The Reserve Bank of India (RBI) on Thursday used its first mid-quarter policy review to levy hikes to the repurchase and reverse repurchase rates, citing "unacceptably high" levels of inflation.
The central bank raised its repurchase rate by 25 basis points, taking it to 6%, and its reverse repurchase rate by 50 basis points, taking it to 5%.
Provisional figures, published Tuesday by the government, showed wholesale price inflation had come down to 8.51% in August, from 9.78% in July. While inflation appears to have plateaued, it remained significantly higher than the decade's trend levels of between 5% and 5.5%, the central bank noted. "There is, therefore, need for continued policy response to contain inflation and anchor inflationary expectations," the RBI said.
Commentators said markets had been expecting the RBI to tighten. Mumbai's benchmark Sensex 30 stock index shed 0.43% by the close of trade. Financial stocks, however, outperformed all other categories, gaining 0.75%.

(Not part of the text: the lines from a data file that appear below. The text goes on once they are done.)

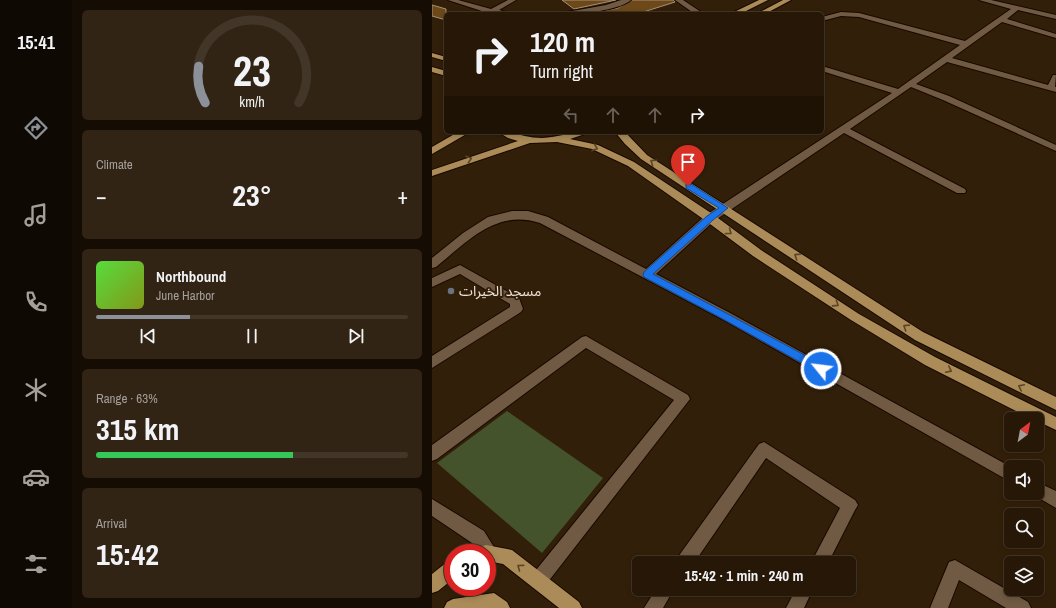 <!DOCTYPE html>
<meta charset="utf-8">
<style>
:root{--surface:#261707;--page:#322415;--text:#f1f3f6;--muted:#a49f9b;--line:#423628;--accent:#8c9099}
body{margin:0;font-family:"Archivo Narrow","Noto Sans Arabic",sans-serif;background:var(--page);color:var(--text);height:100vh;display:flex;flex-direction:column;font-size:15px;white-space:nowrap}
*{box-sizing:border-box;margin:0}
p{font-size:13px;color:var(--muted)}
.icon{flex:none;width:22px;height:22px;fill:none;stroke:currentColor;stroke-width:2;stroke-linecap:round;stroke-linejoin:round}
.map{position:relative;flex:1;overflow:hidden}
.details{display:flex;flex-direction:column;gap:10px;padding:10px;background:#150d04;width:360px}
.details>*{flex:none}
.banner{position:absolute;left:12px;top:12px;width:380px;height:122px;border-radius:6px;box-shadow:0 2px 6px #0003,0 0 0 1px var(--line);background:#261707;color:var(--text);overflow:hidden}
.needle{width:26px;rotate:32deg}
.controls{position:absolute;left:572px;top:412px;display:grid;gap:8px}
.controls a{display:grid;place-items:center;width:40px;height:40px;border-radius:6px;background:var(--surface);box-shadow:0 2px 6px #0003,0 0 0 1px var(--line);font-size:20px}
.speed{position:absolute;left:12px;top:544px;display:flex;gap:8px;font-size:20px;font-weight:700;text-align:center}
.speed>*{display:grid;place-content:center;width:52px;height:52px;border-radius:50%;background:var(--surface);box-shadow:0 2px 6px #0003,0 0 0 1px var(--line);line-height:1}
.speed .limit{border:6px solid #d22;background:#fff;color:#111}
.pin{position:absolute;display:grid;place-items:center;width:34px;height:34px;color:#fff;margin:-41px -17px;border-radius:50% 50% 50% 0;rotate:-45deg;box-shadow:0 0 4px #0007}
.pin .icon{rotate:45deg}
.me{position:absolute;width:44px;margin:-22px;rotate:299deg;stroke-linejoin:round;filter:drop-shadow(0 0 3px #0008)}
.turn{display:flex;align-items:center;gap:14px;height:84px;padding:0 20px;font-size:18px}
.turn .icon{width:52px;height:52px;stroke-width:2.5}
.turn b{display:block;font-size:28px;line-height:34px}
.lanes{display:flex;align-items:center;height:38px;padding:0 20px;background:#0003;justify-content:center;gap:20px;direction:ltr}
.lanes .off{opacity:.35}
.big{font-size:30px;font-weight:800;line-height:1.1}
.details .card{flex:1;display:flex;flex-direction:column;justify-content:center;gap:6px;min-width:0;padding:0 14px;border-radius:6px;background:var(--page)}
.details .dial{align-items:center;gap:0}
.dial svg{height:104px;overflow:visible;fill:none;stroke:var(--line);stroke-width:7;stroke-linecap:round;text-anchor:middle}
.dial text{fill:var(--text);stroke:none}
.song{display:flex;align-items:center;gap:12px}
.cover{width:48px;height:48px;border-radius:6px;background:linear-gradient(135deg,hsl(110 70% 55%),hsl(70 70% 35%))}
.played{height:4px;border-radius:2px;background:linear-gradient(90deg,var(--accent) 30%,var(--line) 30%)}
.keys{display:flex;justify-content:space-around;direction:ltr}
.heat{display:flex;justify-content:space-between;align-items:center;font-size:22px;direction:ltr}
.charge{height:6px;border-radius:3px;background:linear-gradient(90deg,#34c759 63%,var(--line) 0)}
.trip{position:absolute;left:200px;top:556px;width:224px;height:40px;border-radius:6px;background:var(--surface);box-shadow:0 2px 6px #0003,0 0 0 1px var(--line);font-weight:800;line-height:40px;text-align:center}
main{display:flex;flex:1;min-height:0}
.dock{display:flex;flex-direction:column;width:72px;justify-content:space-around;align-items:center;background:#0f0903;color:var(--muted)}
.dock .icon{width:28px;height:28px}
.dock .on{color:var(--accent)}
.dock b{font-size:18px;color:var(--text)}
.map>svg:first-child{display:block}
.green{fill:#44532c}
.building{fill:#6d491a;stroke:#a79177}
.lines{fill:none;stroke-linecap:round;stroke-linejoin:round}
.minor-casing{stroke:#190800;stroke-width:2}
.major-casing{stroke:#190800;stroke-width:2}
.minor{fill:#705a43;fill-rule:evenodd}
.major{fill:#ab8c58;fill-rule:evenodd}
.oneway{stroke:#5c4525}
.route{fill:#1a73e8;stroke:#114b97}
.worship-dot{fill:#6b7280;stroke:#321f09;stroke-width:1.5}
.labels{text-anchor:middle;stroke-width:4;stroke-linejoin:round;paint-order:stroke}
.poi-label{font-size:14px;fill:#f0e3d6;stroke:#321f09;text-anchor:start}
</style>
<main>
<nav class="dock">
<b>15:41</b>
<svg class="icon on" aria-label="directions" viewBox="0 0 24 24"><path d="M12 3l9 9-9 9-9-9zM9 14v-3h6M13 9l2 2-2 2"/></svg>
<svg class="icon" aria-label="music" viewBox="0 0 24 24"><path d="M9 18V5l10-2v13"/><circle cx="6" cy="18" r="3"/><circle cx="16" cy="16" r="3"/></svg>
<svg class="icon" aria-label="phone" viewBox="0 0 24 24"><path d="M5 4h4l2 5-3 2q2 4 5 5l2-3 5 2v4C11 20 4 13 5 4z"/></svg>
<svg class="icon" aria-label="climate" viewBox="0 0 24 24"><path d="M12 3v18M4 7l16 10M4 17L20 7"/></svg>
<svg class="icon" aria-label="car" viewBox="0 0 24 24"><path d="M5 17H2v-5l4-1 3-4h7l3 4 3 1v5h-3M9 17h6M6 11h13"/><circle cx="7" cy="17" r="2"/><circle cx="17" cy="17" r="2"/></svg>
<svg class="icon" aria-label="filters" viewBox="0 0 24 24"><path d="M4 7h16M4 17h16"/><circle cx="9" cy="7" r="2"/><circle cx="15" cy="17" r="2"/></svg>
</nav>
<section class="details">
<div class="card dial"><svg viewBox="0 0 100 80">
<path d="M14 69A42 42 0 1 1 86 69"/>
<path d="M14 69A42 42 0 0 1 9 41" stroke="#8c9099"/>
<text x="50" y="56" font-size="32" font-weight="700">23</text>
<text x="50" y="72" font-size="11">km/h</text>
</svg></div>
<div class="card"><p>Climate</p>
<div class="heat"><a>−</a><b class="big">23°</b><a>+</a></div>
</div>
<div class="card">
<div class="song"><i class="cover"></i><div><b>Northbound</b><p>June Harbor</p></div></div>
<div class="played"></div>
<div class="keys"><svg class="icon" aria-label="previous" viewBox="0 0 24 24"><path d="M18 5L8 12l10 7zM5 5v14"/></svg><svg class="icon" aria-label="pause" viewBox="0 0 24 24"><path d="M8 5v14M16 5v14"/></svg><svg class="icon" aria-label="next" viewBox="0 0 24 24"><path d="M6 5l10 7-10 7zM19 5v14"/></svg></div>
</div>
<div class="card"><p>Range · 63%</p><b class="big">315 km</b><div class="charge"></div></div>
<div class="card"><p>Arrival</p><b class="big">15:42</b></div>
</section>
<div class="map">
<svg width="624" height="608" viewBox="0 0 624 608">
<rect width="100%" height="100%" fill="#321f09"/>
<path class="green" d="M75 411 171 478 110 553 5 463Z"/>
<path class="building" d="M130 0H184L142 9Z
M200 0H242L243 2 205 14H156L186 8Z
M0 5 14 9V20L0 16Z"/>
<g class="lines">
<defs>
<path id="minor" d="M16 0H26L59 9 76 0H84L67 10 82 14H59Z
M189 0H199C186 11 148 14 131 14L135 12 174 5Z
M243 0H251L272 14H263Z
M547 0H559L624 15V19L586 10 575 19 624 34V38L570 22 520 58 616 85 621 75H624L623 87H624V92L515 62 484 84 517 96 624 145V151L511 100 479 87 418 129 533 189 534 191 533 193H525L412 133 282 221 224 274 298 313 579 467V482L290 319 108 223C64 209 36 241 4 267L0 268V258L31 233 56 217 80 211H96L116 217 214 269 274 215 460 93 390 71V66L466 89 528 45 427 17 409 16 390 21V17L409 12 427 13 533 41 579 9Z
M28 265 87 298 91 309 89 312 0 368V356L78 307V304L28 274 0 287V278Z
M154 336 256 395 258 399 112 587 106 589 100 587 98 581 100 575 242 400 154 348 5 459 0 461V445L150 337Z
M332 442 423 500 426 505 423 510 396 563H379L408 508 334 458 262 563H244L246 557 327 444Z
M605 482 624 491V508L600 494 599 493H605Z
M0 499 52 531 65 552 63 558 57 560 55 559V553H48L40 543 0 516Z
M523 560 596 602 599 608H574L527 580 516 608H498L517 562Z
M224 589H242L231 608H212Z
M364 589H381L372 608H354Z"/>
<path id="major" d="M327 0H336L308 14H298Z
M351 0H359L333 14H324Z
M0 53 14 57V61L0 57Z
M0 67 14 71V76L0 72Z
M26 132H38L0 154V147Z
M66 132C81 132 95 138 110 138 126 137 139 132 155 132L153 134 138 139 166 145 202 162 282 215 329 250 427 314 503 357 624 417V430L605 421V419H600L493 365 419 320 321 256 274 221 196 166 160 149 125 142 98 143 0 176V170L86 141 76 138Z
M183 132H193L215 155 491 332 624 397V410L483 340 209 159 193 144Z
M54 545 80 550 147 602 150 608H127L71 564 55 561V553H46L48 547Z
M21 560V579L6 591 0 593V574L15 562Z
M62 593 75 602 78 608H12L15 602 21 599Z"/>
</defs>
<use href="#minor" class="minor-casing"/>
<use href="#major" class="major-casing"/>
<use href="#minor" class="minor"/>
<use href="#major" class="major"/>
</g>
<defs><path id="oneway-chevron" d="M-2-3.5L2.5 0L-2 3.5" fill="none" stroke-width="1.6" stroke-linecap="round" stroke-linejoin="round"/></defs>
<g class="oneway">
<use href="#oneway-chevron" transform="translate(163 148) rotate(20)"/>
<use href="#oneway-chevron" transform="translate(37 159) rotate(-18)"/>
<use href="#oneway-chevron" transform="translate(221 162) rotate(-146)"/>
<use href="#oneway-chevron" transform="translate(297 232) rotate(37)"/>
<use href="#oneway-chevron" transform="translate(365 256) rotate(-147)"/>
<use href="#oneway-chevron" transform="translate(404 304) rotate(33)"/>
<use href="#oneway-chevron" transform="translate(474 327) rotate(-147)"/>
<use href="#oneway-chevron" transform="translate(517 370) rotate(27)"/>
<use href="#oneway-chevron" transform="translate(589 387) rotate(-154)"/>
<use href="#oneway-chevron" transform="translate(88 567) rotate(-143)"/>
</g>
<path class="route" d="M254 184H259L296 208 281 220 221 274 393 366 394 369 393 372 389 374 386 372 291 319 212 277 211 275 212 272 275 216 287 208 254 188Z"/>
<circle class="worship-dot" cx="19" cy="291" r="4"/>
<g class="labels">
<g class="poi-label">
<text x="27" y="296">مسجد الخيرات</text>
</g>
</g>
</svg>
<div class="controls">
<a><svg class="needle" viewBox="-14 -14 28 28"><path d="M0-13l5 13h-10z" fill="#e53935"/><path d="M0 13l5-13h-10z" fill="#a49f9b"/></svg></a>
<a><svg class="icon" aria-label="sound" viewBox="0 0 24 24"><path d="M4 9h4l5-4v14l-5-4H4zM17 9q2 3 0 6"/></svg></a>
<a><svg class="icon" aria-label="search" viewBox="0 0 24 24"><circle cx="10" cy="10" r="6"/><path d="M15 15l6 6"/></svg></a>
<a><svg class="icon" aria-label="layers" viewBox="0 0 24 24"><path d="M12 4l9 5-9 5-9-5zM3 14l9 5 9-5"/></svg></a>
</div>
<div class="speed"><div class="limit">30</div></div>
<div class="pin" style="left:256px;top:186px;background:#d93025"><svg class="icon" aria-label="arrive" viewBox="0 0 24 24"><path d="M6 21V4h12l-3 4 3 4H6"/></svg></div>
<svg class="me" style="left:389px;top:369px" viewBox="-20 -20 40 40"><circle r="17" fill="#1a73e8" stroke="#fff" stroke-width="3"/><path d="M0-11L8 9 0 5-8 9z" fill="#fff"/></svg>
<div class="trip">15:42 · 1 min · 240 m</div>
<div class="banner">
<div class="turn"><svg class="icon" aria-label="right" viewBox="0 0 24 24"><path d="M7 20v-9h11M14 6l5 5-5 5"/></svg><div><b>120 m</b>Turn right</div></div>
<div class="lanes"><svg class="icon off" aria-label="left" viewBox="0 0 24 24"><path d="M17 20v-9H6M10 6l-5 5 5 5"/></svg><svg class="icon off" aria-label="ahead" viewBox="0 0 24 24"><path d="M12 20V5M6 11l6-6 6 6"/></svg><svg class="icon off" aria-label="ahead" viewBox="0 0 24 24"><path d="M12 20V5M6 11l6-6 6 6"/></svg><svg class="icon" aria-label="right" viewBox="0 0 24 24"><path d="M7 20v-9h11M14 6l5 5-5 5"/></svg></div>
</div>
</div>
</main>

Rahul Bajoria, a Singapore-based analyst for Barclays Capital, an investment bank, told CentralBanking.com that most investors had priced in the 25 basis point repo rate hike, but that the 50 basis point increase to the reverse repo rate was larger than expected. "The reverse repo hike seems a bit hawkish on face value, but it follows on from the RBI's objective of reducing the volatility in the liquidity adjustment facility corridor," Bajoria said.
Tightened rate corridor
The decision narrows the corridor between the repo and reverse repo rates, which together constitute the RBI's liquidity adjustment facility, to 100 basis points, down from 125. The central bank had hinted at this move. The repo rate dictates what banks pay to borrow from the RBI. The reverse repo rate determines what the central bank pays to lenders on the deposits they park there.

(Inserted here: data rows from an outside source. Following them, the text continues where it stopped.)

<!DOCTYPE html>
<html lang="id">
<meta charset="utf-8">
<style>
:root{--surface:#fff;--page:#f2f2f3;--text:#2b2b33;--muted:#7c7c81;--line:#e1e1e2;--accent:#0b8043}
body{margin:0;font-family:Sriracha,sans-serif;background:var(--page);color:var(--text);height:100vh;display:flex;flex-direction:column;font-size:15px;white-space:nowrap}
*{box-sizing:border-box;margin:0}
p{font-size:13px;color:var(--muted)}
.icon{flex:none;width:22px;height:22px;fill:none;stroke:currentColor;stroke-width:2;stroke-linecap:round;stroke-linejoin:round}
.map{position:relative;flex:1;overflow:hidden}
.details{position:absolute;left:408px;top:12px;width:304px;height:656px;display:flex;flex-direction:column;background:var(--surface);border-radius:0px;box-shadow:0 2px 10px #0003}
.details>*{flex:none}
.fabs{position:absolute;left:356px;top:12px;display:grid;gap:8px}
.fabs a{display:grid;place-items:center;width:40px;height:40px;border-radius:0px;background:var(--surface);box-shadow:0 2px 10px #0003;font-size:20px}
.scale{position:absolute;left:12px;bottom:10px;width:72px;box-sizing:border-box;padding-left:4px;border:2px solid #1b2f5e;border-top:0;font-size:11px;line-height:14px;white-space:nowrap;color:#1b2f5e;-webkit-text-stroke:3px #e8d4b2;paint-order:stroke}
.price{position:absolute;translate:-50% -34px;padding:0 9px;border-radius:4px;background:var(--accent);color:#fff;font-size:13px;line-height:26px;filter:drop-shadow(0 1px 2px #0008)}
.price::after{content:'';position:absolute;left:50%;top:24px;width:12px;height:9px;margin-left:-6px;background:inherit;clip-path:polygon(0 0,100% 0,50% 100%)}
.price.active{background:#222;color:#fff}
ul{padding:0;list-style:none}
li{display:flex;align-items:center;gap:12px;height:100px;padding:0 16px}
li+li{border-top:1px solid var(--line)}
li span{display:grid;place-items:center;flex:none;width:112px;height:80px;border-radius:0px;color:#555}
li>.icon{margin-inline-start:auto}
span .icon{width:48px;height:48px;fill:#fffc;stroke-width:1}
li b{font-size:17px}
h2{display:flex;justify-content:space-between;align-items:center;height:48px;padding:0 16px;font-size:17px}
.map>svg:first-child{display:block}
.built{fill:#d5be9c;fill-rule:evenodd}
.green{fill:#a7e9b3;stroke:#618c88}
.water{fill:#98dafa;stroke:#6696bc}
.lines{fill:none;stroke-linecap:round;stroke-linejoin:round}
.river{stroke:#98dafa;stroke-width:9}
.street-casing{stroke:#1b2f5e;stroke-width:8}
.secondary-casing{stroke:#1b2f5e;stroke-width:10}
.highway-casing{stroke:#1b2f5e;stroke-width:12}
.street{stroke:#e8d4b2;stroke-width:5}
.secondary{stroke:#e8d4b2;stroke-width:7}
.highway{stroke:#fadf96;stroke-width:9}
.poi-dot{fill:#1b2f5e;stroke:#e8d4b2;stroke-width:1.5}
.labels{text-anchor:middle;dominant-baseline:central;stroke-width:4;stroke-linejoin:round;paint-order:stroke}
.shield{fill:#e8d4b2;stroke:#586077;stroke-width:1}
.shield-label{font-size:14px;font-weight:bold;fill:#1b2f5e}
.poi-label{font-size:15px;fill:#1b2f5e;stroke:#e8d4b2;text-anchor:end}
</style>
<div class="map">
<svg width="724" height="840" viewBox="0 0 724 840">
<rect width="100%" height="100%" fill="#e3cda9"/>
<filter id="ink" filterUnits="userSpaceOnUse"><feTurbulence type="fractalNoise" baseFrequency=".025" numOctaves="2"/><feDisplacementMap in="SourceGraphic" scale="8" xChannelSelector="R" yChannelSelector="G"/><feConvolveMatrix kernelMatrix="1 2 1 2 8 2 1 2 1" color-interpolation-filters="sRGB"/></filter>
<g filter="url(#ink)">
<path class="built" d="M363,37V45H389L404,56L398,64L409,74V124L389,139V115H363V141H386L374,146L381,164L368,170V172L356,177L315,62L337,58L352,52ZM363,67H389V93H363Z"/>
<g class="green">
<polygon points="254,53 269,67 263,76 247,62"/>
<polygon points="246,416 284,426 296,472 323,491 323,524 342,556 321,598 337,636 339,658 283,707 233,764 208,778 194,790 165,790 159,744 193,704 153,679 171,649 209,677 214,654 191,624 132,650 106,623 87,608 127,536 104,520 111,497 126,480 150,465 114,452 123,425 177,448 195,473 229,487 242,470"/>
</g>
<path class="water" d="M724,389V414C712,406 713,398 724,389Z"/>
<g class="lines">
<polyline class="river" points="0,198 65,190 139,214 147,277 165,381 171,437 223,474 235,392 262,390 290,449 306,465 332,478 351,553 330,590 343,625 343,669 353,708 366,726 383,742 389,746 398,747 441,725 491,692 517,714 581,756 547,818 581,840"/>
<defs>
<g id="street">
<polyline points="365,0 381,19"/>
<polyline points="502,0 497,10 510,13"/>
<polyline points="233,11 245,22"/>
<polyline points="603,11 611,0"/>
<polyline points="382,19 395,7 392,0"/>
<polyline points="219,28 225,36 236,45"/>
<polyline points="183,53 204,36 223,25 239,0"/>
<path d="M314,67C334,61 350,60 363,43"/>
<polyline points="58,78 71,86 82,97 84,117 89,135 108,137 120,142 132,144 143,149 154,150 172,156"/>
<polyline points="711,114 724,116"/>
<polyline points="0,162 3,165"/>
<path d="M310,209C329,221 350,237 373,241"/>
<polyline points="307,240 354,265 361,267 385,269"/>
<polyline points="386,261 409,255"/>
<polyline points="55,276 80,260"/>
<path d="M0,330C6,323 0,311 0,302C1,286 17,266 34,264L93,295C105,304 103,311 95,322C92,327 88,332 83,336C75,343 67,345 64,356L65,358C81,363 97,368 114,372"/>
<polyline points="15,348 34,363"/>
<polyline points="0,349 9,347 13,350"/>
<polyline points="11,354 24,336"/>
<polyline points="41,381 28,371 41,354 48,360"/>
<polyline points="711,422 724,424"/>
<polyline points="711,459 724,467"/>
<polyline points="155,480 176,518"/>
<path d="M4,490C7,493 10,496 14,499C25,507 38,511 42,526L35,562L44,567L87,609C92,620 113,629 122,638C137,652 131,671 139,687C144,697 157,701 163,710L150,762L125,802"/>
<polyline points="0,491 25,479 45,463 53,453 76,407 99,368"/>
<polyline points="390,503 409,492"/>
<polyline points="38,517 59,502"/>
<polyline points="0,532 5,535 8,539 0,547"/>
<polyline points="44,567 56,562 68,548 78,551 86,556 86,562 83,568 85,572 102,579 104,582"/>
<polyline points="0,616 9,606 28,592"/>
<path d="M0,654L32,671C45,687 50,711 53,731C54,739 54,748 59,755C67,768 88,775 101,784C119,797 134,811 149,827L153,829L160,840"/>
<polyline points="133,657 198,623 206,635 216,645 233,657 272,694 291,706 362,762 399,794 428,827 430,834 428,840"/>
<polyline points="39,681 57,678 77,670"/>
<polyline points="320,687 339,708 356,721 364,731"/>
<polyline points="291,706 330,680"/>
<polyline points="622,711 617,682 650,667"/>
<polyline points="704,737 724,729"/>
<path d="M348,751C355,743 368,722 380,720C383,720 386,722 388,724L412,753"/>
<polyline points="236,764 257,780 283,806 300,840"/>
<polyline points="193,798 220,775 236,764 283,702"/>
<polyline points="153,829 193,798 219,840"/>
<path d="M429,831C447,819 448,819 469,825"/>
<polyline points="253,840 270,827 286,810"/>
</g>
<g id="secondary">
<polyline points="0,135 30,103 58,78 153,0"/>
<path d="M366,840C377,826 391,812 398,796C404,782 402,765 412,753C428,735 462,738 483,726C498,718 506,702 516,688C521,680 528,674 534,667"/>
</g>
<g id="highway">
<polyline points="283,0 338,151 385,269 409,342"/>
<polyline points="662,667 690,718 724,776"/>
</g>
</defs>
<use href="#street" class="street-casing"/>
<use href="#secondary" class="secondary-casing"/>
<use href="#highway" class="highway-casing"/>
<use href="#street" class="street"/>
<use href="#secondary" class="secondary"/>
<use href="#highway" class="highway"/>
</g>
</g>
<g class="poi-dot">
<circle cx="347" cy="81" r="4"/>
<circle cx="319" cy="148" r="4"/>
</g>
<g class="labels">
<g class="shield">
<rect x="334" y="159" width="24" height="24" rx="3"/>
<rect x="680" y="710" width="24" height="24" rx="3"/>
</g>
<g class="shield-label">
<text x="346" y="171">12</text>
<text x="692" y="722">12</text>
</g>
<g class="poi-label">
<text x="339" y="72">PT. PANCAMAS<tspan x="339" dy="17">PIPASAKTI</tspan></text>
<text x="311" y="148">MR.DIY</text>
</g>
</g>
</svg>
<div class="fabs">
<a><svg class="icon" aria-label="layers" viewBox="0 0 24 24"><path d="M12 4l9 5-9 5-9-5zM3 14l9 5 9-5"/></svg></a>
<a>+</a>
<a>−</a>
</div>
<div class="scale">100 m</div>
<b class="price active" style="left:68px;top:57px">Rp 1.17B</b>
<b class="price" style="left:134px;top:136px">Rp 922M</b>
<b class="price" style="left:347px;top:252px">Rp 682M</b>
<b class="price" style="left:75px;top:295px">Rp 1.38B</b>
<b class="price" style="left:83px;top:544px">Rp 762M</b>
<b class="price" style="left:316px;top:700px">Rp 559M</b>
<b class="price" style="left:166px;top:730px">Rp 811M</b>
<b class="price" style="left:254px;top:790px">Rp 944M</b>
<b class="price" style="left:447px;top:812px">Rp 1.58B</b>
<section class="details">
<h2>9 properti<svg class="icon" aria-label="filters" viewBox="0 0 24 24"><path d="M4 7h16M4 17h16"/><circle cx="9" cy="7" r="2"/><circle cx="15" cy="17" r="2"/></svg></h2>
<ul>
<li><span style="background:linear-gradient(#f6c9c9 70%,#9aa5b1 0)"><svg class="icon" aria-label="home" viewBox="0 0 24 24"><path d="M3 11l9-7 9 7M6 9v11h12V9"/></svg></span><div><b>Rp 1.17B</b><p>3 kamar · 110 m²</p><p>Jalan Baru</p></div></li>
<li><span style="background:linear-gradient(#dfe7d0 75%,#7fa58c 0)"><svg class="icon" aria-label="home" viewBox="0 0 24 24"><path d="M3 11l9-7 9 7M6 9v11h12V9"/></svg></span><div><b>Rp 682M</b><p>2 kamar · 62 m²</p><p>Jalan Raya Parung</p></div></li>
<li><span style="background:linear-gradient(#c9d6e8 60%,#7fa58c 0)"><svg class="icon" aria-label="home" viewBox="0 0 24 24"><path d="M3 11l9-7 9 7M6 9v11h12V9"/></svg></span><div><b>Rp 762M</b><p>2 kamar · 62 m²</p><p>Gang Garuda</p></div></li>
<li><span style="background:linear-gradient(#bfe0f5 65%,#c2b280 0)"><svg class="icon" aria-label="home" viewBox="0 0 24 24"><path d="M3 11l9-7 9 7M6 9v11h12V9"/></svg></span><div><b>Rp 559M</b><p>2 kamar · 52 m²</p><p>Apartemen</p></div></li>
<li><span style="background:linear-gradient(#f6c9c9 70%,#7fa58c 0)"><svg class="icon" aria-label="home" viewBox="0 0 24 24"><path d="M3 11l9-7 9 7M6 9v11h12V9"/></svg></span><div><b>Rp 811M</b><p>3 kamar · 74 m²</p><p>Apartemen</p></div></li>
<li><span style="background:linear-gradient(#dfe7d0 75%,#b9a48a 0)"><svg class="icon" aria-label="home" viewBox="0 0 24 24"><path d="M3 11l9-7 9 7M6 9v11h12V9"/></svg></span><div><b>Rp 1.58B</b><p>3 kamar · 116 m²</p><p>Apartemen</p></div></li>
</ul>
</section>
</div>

Lenders are now facing a liquidity shortfall, driven by increased demand for credit and a fall in the growth rate of deposits, sparked by the impact of high inflation, through the negative real interest rate channel. "If bank credit is not to become a constraint to growth, real rates need to move in the direction of encouraging bank deposits," the RBI said. Bajoria noted that although the central bank had started hiking rates in March, the impact on commercial banks' loan and deposit rates had been slow. "By narrowing the corridor, the RBI has signalled that it wants real interest rates to be within that smaller 5% to 6% point zone- so banks will lend at a minimum of 5% and borrow at a maximum of 6%. This helps reduce uncertainty for them," he said.
Banks felt reassured as a result of the mid-period review, Rajiv Sahoo, a Bangalore-based economist at Canara Bank, one of the country's four largest, told CentralBanking.com. "The mid-period review is not new in itself, but publishing it is helpful," he said, adding that it had it helped markets anticipate the rate moves. The central bank said in late July that it would start issuing the mid-period reviews, effectively doubling the number of published reviews per annum, taking the total to eight.